• Exercise:
Print, word for word, the opening line of the data below and every line after it through the line that contains "position:absolute; width:21px; height:42px;", but not the pictures.

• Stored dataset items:
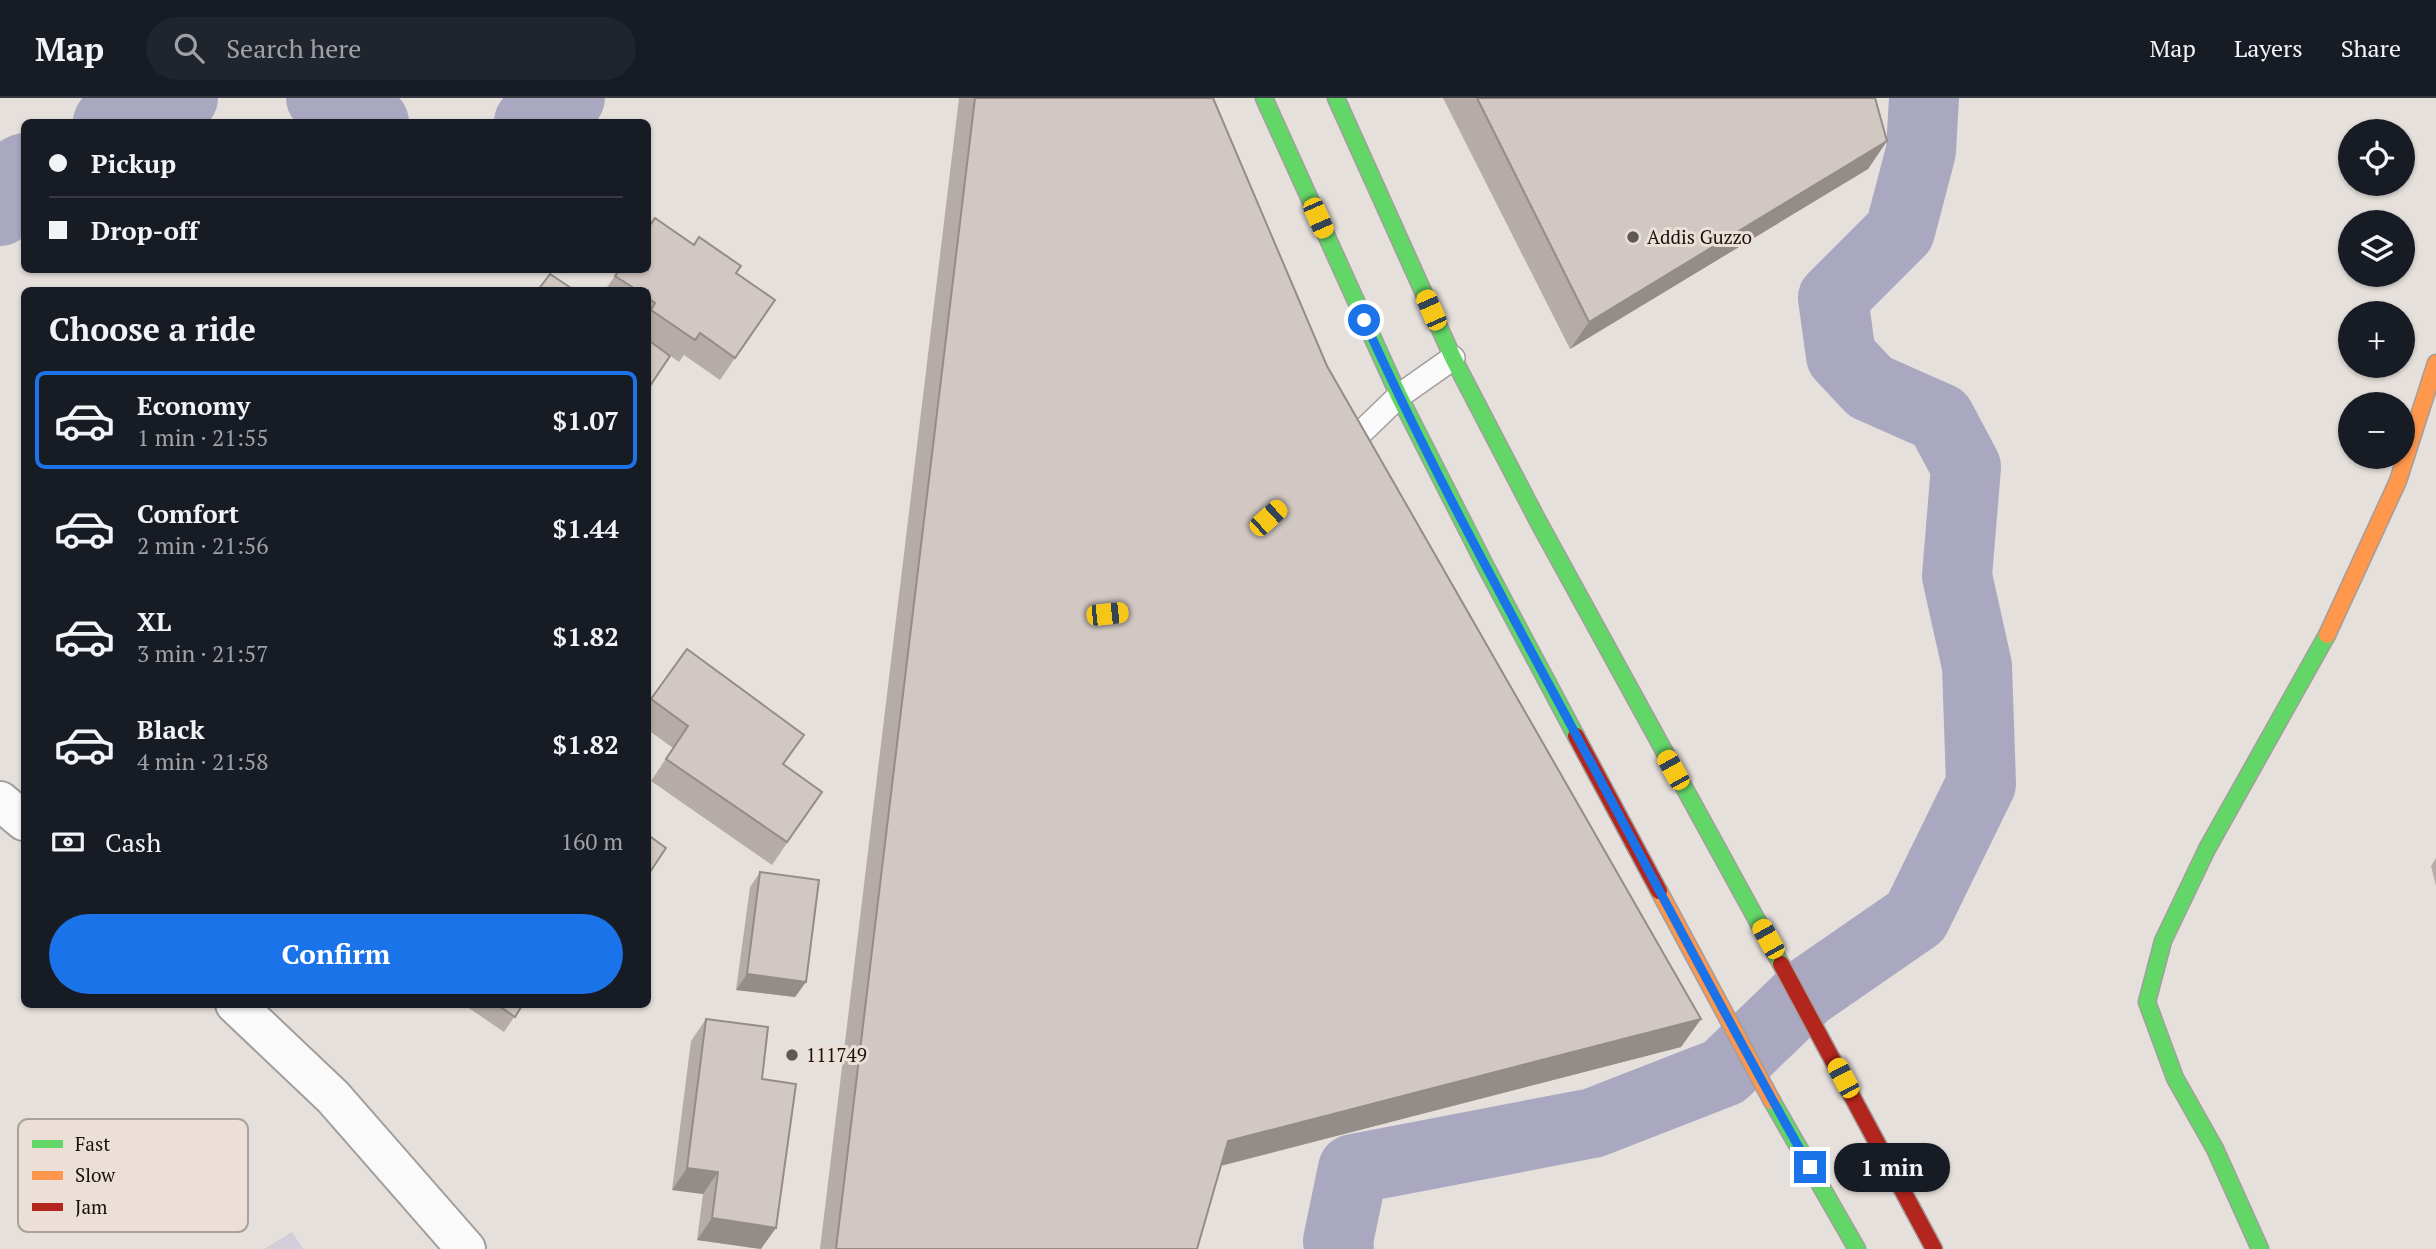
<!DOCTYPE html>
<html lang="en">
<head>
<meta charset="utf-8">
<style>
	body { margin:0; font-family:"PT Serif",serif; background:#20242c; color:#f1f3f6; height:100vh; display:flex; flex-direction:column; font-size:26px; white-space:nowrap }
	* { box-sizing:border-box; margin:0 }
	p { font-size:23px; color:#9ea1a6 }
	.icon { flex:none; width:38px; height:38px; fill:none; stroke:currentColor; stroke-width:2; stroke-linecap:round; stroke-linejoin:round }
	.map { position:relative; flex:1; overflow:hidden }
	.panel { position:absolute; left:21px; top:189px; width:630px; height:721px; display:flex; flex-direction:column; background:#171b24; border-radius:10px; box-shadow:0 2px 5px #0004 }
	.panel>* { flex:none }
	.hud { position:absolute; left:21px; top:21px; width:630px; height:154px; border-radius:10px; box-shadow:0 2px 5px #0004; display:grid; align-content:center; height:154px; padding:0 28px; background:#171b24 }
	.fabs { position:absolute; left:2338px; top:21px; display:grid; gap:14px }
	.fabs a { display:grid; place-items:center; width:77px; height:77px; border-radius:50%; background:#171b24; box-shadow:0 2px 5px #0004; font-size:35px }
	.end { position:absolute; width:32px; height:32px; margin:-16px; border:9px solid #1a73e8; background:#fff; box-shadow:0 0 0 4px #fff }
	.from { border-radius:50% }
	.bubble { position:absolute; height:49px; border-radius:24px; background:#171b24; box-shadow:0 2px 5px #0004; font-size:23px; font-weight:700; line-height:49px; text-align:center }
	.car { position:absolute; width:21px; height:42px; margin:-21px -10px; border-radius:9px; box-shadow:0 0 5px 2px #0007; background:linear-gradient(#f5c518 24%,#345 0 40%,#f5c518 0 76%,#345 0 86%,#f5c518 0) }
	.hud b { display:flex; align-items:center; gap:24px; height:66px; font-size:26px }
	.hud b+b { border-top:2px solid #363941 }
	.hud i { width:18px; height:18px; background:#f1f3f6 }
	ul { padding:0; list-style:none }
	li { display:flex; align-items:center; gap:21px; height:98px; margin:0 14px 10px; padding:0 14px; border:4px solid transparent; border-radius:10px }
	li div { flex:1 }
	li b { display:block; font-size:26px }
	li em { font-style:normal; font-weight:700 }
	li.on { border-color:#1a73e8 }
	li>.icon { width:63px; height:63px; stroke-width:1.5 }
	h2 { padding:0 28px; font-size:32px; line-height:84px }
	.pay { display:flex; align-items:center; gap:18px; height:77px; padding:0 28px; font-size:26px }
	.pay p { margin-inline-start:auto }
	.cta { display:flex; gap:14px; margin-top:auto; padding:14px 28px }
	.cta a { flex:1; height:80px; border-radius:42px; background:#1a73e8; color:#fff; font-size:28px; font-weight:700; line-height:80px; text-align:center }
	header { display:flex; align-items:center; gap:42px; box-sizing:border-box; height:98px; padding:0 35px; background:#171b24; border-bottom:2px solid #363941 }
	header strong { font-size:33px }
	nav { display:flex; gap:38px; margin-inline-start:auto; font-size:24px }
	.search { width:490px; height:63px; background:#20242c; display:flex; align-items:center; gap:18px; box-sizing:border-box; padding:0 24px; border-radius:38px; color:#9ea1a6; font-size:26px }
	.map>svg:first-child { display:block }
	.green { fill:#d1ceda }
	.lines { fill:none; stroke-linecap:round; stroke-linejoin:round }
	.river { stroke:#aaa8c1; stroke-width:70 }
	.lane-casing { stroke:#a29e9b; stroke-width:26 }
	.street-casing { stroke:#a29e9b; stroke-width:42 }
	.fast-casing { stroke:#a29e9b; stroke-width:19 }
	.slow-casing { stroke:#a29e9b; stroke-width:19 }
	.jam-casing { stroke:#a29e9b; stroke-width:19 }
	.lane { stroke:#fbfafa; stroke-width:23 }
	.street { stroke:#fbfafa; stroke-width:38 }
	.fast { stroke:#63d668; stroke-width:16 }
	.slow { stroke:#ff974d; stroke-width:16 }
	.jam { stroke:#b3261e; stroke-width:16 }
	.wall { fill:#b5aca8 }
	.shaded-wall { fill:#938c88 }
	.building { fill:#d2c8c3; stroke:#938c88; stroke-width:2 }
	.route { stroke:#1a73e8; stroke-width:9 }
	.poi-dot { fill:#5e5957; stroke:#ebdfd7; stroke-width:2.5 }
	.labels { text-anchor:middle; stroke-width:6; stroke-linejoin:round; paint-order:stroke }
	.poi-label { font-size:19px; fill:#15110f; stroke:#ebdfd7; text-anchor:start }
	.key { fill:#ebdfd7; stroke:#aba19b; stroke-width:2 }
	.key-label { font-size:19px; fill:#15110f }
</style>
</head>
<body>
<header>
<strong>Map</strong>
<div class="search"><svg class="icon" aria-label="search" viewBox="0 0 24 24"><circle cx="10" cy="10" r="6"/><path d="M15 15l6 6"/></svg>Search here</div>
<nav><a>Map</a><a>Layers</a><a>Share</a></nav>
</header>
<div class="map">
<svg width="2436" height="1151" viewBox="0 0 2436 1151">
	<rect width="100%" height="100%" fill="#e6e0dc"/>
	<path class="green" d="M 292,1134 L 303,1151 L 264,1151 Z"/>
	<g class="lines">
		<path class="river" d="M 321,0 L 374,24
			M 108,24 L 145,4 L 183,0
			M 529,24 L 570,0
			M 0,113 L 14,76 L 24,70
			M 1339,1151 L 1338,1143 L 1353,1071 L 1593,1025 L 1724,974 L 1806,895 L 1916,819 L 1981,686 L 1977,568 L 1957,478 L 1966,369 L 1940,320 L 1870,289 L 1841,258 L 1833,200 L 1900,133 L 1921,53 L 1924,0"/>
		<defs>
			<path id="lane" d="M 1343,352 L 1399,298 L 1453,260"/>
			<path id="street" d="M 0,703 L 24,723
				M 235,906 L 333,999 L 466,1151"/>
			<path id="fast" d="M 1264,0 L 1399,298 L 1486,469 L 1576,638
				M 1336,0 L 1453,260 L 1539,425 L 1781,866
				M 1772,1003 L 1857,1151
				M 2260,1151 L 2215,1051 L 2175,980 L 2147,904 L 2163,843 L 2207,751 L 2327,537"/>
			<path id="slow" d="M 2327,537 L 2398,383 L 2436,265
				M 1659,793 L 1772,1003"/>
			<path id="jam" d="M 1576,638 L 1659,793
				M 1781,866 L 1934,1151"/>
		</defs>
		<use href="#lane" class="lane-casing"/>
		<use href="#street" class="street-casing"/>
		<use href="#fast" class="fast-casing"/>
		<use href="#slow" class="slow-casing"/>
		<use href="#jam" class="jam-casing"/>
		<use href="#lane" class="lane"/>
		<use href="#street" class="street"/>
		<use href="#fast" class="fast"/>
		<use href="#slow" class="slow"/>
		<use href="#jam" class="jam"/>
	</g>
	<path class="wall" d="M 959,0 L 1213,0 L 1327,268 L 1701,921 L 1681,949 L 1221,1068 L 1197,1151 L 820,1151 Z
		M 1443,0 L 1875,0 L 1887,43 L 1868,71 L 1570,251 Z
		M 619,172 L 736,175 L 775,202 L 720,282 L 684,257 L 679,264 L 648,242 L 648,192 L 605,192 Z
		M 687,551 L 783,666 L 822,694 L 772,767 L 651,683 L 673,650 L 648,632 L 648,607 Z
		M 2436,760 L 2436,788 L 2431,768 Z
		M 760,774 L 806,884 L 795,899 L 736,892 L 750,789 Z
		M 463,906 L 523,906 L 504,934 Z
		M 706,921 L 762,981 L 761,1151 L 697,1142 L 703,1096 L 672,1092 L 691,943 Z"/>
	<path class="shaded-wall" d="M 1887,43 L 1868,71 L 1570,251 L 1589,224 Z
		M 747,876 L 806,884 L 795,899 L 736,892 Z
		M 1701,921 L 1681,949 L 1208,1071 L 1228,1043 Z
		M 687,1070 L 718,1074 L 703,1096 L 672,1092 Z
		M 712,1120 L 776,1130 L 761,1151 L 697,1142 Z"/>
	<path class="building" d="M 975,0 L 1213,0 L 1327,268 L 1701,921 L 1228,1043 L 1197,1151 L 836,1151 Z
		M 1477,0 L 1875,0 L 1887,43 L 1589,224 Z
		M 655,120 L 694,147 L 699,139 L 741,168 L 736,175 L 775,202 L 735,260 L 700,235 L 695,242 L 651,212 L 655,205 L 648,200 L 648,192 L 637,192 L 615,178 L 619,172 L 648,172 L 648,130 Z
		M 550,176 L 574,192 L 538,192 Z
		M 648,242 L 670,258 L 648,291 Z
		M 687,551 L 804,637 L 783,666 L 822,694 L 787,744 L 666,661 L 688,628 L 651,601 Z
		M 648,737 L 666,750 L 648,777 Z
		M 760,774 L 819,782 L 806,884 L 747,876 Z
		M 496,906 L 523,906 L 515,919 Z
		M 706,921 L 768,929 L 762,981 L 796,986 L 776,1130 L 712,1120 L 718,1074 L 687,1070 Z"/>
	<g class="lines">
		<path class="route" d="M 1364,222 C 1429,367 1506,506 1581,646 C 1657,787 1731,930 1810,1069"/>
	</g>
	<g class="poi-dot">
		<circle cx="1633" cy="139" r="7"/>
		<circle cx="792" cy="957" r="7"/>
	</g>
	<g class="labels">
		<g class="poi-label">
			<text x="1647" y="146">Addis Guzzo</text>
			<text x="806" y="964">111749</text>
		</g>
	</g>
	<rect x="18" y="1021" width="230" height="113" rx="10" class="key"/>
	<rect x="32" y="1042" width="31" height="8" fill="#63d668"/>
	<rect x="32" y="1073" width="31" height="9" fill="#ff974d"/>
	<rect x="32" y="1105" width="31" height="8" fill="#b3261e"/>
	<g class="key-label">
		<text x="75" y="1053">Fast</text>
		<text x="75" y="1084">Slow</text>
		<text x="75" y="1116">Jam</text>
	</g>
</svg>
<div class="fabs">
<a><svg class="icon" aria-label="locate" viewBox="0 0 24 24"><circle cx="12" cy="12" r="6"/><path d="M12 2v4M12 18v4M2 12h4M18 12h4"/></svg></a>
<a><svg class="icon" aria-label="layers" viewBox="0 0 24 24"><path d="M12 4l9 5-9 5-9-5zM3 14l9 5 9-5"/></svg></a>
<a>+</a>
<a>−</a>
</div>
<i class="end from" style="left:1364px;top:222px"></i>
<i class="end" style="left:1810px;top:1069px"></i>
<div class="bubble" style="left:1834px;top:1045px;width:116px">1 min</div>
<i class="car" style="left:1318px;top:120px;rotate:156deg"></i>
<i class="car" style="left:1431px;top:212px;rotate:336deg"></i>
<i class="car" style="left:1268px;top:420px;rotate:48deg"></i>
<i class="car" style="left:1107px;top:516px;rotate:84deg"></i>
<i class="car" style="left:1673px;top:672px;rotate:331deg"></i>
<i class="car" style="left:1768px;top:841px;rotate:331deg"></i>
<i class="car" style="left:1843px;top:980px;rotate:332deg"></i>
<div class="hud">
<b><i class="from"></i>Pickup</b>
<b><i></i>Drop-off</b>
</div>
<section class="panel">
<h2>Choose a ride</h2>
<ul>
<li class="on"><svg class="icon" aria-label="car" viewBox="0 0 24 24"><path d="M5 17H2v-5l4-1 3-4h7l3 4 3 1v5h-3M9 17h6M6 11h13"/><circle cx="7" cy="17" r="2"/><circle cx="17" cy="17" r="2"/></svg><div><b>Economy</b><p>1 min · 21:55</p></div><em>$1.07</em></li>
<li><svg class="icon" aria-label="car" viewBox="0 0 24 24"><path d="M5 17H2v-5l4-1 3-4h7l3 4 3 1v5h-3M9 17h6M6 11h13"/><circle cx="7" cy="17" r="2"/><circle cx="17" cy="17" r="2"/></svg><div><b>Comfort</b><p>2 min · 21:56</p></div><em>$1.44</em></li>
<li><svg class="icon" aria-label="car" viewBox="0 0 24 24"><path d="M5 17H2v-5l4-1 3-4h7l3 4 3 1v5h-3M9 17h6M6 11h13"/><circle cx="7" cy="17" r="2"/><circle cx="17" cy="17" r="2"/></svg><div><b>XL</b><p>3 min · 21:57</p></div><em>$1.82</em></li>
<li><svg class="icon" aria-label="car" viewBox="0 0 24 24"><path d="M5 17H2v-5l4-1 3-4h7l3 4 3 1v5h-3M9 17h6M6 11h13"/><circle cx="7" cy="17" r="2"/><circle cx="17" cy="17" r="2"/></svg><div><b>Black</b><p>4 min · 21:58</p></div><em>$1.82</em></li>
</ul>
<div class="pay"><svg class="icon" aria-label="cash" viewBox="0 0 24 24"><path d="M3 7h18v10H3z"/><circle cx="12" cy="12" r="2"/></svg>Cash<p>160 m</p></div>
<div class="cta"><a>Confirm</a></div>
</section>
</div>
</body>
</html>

• Response below:
<!DOCTYPE html>
<html lang="en">
<head>
<meta charset="utf-8">
<style>
	body { margin:0; font-family:"PT Serif",serif; background:#20242c; color:#f1f3f6; height:100vh; display:flex; flex-direction:column; font-size:26px; white-space:nowrap }
	* { box-sizing:border-box; margin:0 }
	p { font-size:23px; color:#9ea1a6 }
	.icon { flex:none; width:38px; height:38px; fill:none; stroke:currentColor; stroke-width:2; stroke-linecap:round; stroke-linejoin:round }
	.map { position:relative; flex:1; overflow:hidden }
	.panel { position:absolute; left:21px; top:189px; width:630px; height:721px; display:flex; flex-direction:column; background:#171b24; border-radius:10px; box-shadow:0 2px 5px #0004 }
	.panel>* { flex:none }
	.hud { position:absolute; left:21px; top:21px; width:630px; height:154px; border-radius:10px; box-shadow:0 2px 5px #0004; display:grid; align-content:center; height:154px; padding:0 28px; background:#171b24 }
	.fabs { position:absolute; left:2338px; top:21px; display:grid; gap:14px }
	.fabs a { display:grid; place-items:center; width:77px; height:77px; border-radius:50%; background:#171b24; box-shadow:0 2px 5px #0004; font-size:35px }
	.end { position:absolute; width:32px; height:32px; margin:-16px; border:9px solid #1a73e8; background:#fff; box-shadow:0 0 0 4px #fff }
	.from { border-radius:50% }
	.bubble { position:absolute; height:49px; border-radius:24px; background:#171b24; box-shadow:0 2px 5px #0004; font-size:23px; font-weight:700; line-height:49px; text-align:center }
	.car { position:absolute; width:21px; height:42px; margin:-21px -10px; border-radius:9px; box-shadow:0 0 5px 2px #0007; background:linear-gradient(#f5c518 24%,#345 0 40%,#f5c518 0 76%,#345 0 86%,#f5c518 0) }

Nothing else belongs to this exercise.